• Exercise requirements
Go over the data and keep only the lines that include "Give".

================

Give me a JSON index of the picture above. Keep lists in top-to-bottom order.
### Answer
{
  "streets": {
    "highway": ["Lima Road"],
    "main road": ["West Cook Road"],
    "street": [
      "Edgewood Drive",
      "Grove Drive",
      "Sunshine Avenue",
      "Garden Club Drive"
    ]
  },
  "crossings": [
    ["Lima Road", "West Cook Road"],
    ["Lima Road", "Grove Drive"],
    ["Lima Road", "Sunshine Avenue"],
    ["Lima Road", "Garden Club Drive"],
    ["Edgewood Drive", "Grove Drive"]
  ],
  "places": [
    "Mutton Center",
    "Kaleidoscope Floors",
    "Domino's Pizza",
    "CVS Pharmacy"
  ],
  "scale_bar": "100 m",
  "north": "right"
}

================

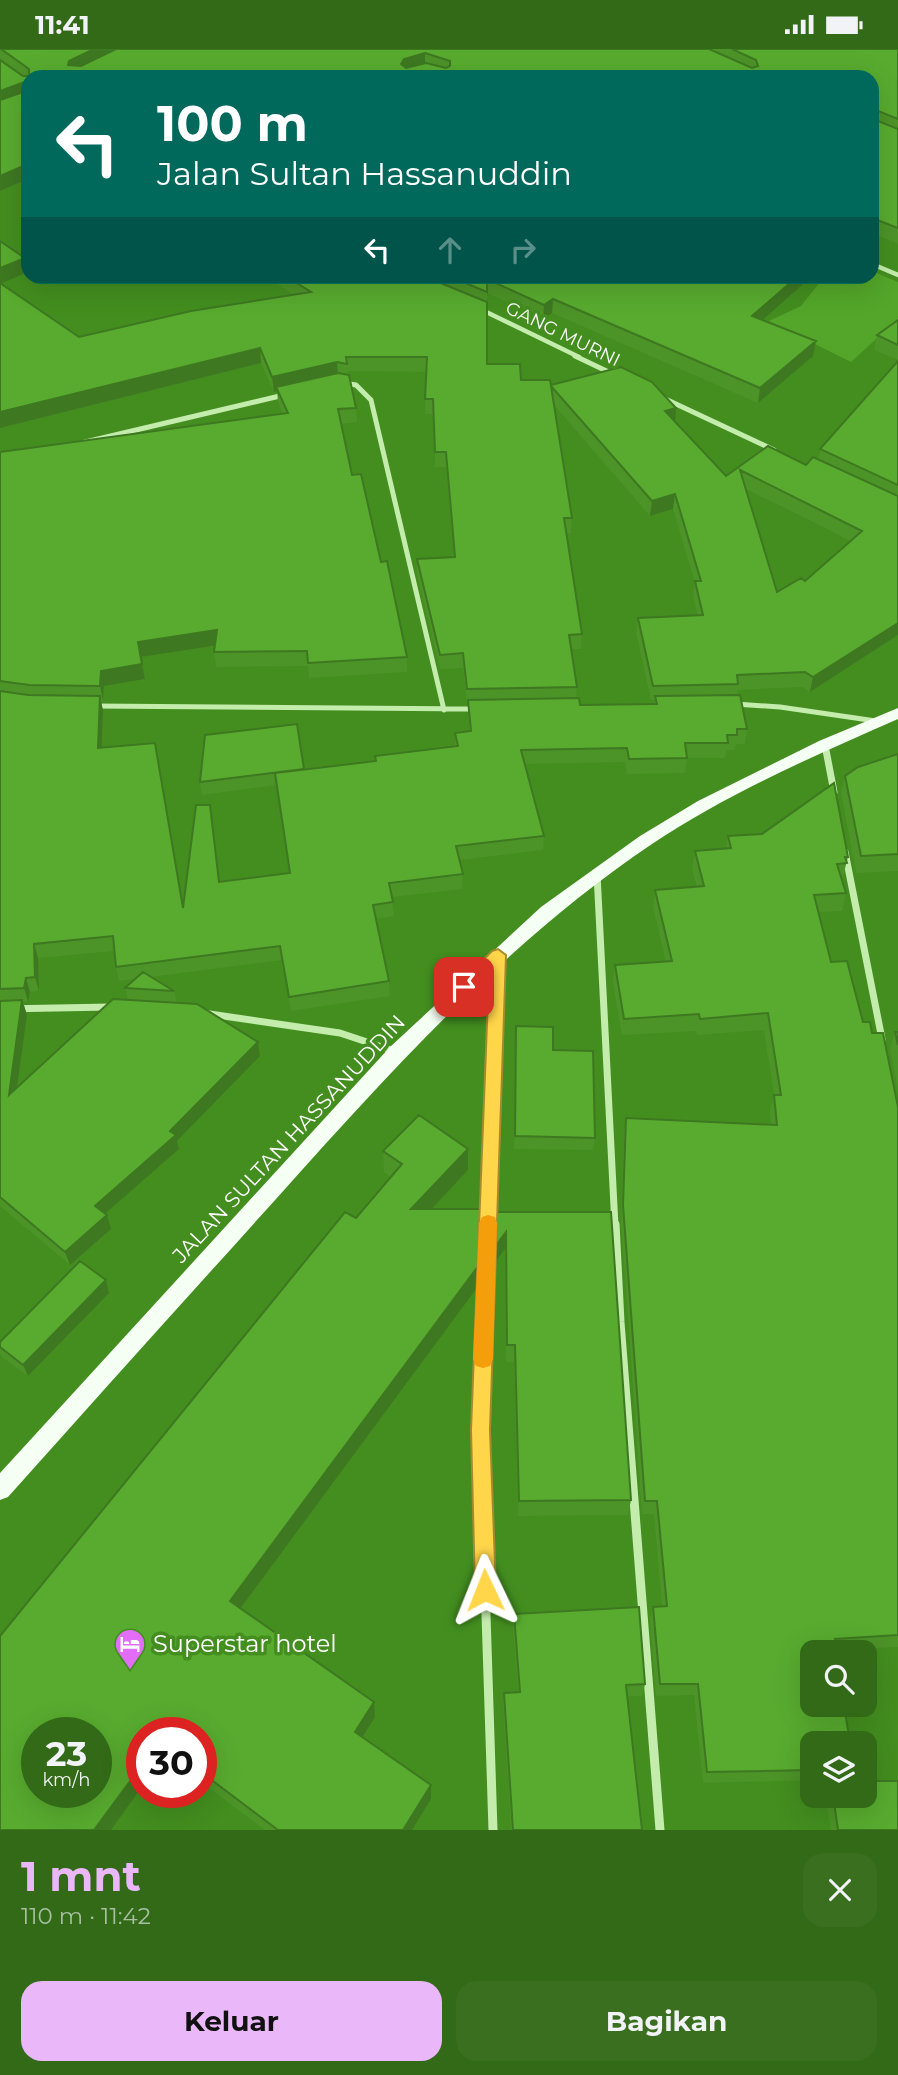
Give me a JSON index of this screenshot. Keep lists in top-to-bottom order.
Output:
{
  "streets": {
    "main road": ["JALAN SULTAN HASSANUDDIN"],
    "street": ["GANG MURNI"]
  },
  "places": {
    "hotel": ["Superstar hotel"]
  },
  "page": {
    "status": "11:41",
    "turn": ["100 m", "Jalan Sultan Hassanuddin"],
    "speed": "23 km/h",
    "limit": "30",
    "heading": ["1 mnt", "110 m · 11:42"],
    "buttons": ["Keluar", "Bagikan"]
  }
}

================

• Exercise solution
Give me a JSON index of the picture above. Keep lists in top-to-bottom order.
Give me a JSON index of this screenshot. Keep lists in top-to-bottom order.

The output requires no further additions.